# $X=(-\infty,0]\cup\left\{{1\over n}:n\in\mathbb N\right\}$ with subspace topology Then

$X=(-\infty,0]\cup\left\{{1\over n}:n\in\mathbb N\right\}$ with subspace topology. Then

1. $0$ is an isolated point

2. $(-2,0]$ is an open set

3. $0$ is a limit point of the subset $\left\{{1\over n}:n\in\mathbb N\right\}$

4. $(-2,0)$ is open set.

$0$ is not an isolated point of $X$ as every nbd of $0$ contains a point of the form $1\over n$ so $3$ is true and $1$ is false, $2$ is false as $0$ is not interior point, $4$ is true as every point is interior point. Am i right?

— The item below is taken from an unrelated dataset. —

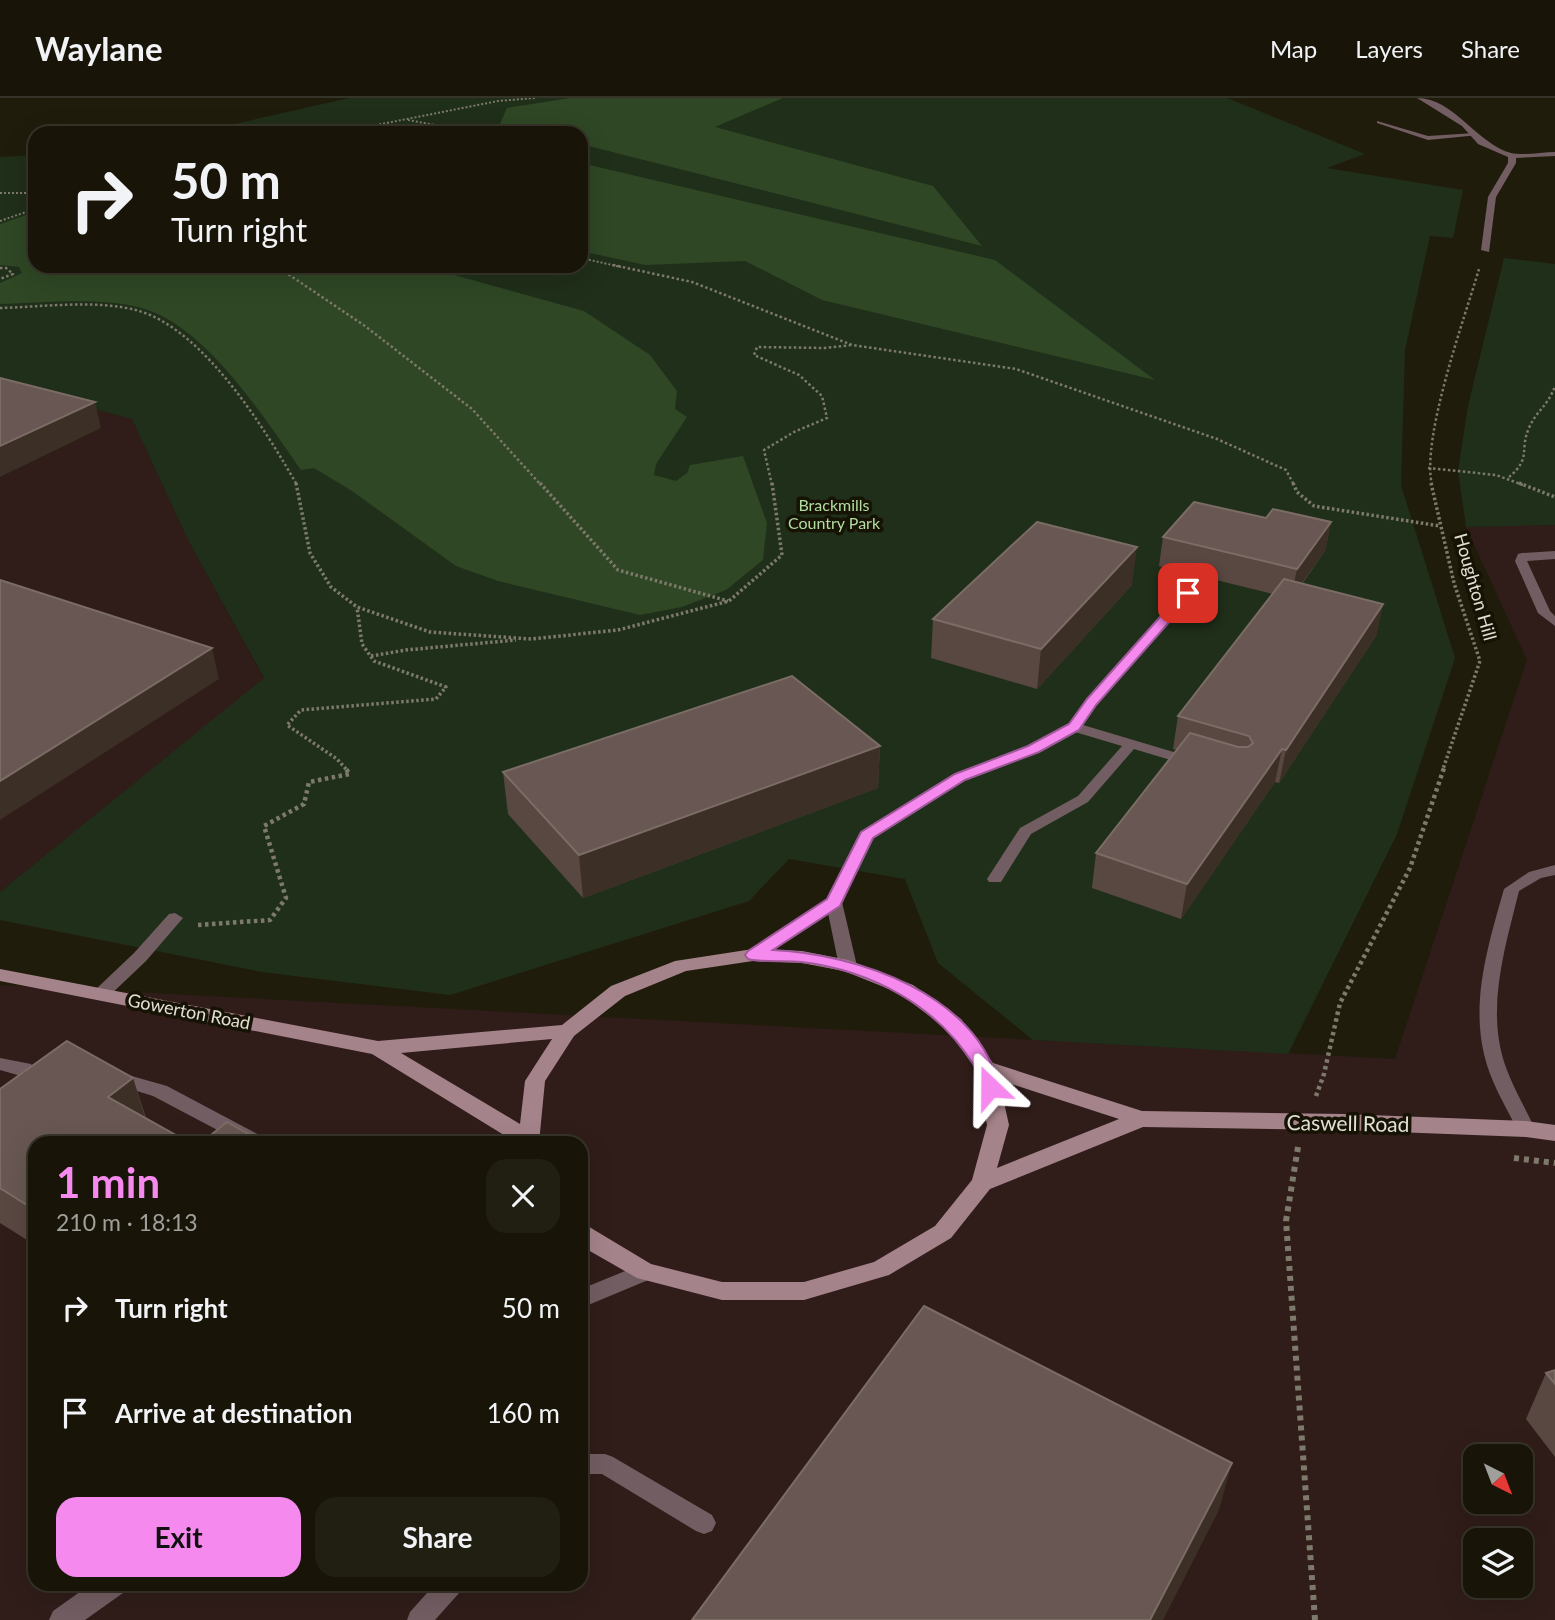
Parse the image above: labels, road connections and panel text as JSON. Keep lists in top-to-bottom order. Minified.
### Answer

• You're right.${}$ – Ilya May 22 '13 at 10:46
• only 3 and 4 are true. by the way; 3 is not a limit point. – user59671 May 22 '13 at 10:52
• Then why $3$ is true? – miosaki May 22 '13 at 10:54
• 3 is not a limit point. but 3 is true. because 0 is a limit point. – user59671 May 22 '13 at 20:54

3) is true as every nbd of 0 contains a point of the form $\frac 1n$.
4) is true as for any points $x\in (0,2)$, there exists an open set $U$ of $\mathbb R$ such that $x \in U \cap X \subseteq (0,2)$.